Disordered Hyperuniform Heterogeneous Materials

TL;DR

This paper establishes rigorous criteria for disordered hyperuniform heterogeneous materials, explores their implications, and provides explicit constructions, advancing understanding and design of novel amorphous materials.

Contribution

It derives new mathematical conditions for hyperuniformity in two-phase media and introduces realizability criteria for spectral densities in such systems.

Findings

Derived new criteria for hyperuniform two-phase materials.

Identified realizable spectral densities and provided explicit examples.

Connected hyperuniformity conditions to microstructural models and patterns.

Abstract

Disordered hyperuniform many-body systems are distinguishable states of matter that lie between a crystal and liquid: they are like perfect crystals in the way they suppress large-scale density fluctuations and yet are like liquids or glasses in that they are statistically isotropic with no Bragg peaks. These systems play a vital role in a number of fundamental and applied problems: glass formation, jamming, rigidity, photonic and electronic band structure, localization of waves and excitations, self-organization, fluid dynamics, quantum systems, and pure mathematics. systems. Here, we derive new rigorous criteria that disordered hyperuniform two-phase heterogeneous materials must obey and explore their consequences. Two-phase heterogeneous media are ubiquitous, examples include composites and porous media, biological media, foams, polymer blends, granular media, cellular solids, and colloids.
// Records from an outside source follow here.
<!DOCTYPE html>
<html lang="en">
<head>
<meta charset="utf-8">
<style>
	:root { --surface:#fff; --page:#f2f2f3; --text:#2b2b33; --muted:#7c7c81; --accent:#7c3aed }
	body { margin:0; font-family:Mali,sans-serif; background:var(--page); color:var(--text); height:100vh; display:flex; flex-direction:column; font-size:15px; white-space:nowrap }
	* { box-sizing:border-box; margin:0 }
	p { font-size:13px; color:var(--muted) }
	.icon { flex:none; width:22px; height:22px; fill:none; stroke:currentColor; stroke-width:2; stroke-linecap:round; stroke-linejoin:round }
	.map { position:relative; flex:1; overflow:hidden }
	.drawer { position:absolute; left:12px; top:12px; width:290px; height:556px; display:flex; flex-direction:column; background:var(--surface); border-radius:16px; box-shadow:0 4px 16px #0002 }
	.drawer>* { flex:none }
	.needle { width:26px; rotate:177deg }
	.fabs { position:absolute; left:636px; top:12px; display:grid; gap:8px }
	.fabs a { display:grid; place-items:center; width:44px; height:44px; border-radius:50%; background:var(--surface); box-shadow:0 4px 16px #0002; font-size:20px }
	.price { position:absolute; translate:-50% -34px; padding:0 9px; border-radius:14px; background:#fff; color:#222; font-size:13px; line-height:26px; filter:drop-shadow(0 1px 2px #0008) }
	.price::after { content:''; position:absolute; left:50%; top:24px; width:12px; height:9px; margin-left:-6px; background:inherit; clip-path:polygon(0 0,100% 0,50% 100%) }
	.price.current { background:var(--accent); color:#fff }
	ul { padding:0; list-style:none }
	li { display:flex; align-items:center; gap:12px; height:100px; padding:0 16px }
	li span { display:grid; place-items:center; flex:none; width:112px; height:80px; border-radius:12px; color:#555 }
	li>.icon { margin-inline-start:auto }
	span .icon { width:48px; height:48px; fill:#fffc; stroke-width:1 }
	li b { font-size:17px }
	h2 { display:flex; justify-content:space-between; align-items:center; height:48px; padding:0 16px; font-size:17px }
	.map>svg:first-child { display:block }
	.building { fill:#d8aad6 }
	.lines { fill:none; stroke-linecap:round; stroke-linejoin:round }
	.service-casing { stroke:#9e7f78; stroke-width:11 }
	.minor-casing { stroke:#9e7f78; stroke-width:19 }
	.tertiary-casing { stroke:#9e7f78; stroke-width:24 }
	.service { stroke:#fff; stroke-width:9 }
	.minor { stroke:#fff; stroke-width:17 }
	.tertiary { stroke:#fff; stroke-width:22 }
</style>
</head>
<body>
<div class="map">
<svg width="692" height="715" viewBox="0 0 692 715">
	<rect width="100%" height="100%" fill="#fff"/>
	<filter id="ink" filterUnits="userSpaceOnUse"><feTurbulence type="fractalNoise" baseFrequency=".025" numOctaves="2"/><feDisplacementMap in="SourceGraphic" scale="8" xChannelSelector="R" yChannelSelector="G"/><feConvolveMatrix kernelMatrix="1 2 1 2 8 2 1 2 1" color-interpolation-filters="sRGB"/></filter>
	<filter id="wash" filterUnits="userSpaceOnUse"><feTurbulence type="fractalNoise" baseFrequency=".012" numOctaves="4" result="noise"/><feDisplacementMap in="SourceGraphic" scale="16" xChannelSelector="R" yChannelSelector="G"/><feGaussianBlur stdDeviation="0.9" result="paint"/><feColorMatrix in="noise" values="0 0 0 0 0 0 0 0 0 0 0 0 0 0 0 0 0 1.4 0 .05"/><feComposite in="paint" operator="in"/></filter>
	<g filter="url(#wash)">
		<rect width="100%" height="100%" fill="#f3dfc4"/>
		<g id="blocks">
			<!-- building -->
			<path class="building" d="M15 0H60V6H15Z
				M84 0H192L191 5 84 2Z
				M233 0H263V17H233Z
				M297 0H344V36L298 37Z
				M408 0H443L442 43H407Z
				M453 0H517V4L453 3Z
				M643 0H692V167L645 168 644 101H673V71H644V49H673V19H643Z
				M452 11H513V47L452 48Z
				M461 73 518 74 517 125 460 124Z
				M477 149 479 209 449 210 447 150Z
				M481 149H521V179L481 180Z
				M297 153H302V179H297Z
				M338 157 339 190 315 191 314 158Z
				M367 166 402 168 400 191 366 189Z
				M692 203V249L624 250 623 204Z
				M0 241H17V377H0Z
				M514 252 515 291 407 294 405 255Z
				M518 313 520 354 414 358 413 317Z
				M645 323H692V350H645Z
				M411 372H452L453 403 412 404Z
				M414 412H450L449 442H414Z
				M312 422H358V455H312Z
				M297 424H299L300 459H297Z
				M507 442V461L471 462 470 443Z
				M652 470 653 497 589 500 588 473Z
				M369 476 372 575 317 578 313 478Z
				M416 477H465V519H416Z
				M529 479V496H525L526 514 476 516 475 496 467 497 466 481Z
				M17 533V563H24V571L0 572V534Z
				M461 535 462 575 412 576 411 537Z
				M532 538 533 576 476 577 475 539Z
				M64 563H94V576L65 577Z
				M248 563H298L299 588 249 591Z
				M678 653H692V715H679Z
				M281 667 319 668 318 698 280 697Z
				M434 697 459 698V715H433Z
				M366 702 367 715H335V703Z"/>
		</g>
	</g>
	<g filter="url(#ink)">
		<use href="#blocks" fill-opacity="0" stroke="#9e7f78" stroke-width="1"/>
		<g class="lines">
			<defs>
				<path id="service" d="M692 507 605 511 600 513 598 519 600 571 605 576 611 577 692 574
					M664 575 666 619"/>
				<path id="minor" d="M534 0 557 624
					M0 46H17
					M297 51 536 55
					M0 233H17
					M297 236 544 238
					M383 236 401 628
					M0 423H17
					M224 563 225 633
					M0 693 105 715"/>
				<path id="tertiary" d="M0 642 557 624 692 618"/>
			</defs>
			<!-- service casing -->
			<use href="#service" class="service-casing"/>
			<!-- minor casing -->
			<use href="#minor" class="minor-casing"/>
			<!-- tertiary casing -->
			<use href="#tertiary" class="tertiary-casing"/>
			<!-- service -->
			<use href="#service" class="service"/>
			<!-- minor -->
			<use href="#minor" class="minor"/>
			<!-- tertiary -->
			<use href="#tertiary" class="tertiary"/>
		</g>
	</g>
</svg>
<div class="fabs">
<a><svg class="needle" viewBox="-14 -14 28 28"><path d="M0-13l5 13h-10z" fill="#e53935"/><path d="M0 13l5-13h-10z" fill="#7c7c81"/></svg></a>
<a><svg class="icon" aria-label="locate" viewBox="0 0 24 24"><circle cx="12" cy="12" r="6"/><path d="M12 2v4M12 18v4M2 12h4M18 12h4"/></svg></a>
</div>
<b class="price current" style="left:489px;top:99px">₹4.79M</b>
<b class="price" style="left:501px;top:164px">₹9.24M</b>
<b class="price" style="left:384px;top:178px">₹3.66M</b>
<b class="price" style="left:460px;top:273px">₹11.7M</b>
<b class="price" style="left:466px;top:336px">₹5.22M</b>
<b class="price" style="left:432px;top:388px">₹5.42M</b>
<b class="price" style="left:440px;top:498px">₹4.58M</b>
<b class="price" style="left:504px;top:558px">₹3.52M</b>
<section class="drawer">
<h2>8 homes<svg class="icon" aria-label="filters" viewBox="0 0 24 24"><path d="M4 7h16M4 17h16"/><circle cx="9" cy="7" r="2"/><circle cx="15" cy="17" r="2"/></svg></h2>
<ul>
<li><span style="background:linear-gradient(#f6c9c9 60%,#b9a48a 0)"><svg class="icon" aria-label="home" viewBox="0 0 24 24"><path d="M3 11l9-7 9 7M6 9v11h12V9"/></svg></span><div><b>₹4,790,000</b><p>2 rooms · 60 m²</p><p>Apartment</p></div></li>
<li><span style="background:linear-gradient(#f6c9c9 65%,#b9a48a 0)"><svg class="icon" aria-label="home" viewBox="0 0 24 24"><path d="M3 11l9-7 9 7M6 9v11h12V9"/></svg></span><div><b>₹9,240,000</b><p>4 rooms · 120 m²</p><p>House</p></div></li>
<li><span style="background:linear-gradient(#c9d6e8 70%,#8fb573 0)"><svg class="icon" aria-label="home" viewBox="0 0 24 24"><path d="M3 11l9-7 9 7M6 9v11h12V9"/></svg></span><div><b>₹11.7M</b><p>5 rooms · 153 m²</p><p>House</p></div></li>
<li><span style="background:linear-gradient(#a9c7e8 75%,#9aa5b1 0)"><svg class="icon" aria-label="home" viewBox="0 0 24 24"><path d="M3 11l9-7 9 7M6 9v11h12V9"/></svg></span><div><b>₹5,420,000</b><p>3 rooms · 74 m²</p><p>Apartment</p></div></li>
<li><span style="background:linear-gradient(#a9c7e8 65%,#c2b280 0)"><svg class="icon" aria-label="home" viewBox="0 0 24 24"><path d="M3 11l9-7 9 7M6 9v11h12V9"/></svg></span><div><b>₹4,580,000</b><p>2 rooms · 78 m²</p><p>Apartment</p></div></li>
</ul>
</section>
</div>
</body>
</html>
We rigorously establish the requirements for sphere packings to be "multihyperuniform." We apply realizability conditions for an autocovariance function and its associated spectral density of a two-phase medium, and then incorporate hyperuniformity as a constraint in order to derive new conditions. We show that some functional forms can immediately be eliminated from consideration and identify other forms that are allowable. Specific examples and counterexamples are described. Contact is made with well-known microstructural models as well as irregular phase-separation and Turing-type patterns. We also ascertain a family of spectral densities that are realizable by disordered hyperuniform two-phase media in any space dimension, and present explicit constructions. These studies provide insight into the nature of disordered hyperuniformity in the context of heterogeneous materials and have implications for the design of such novel amorphous materials.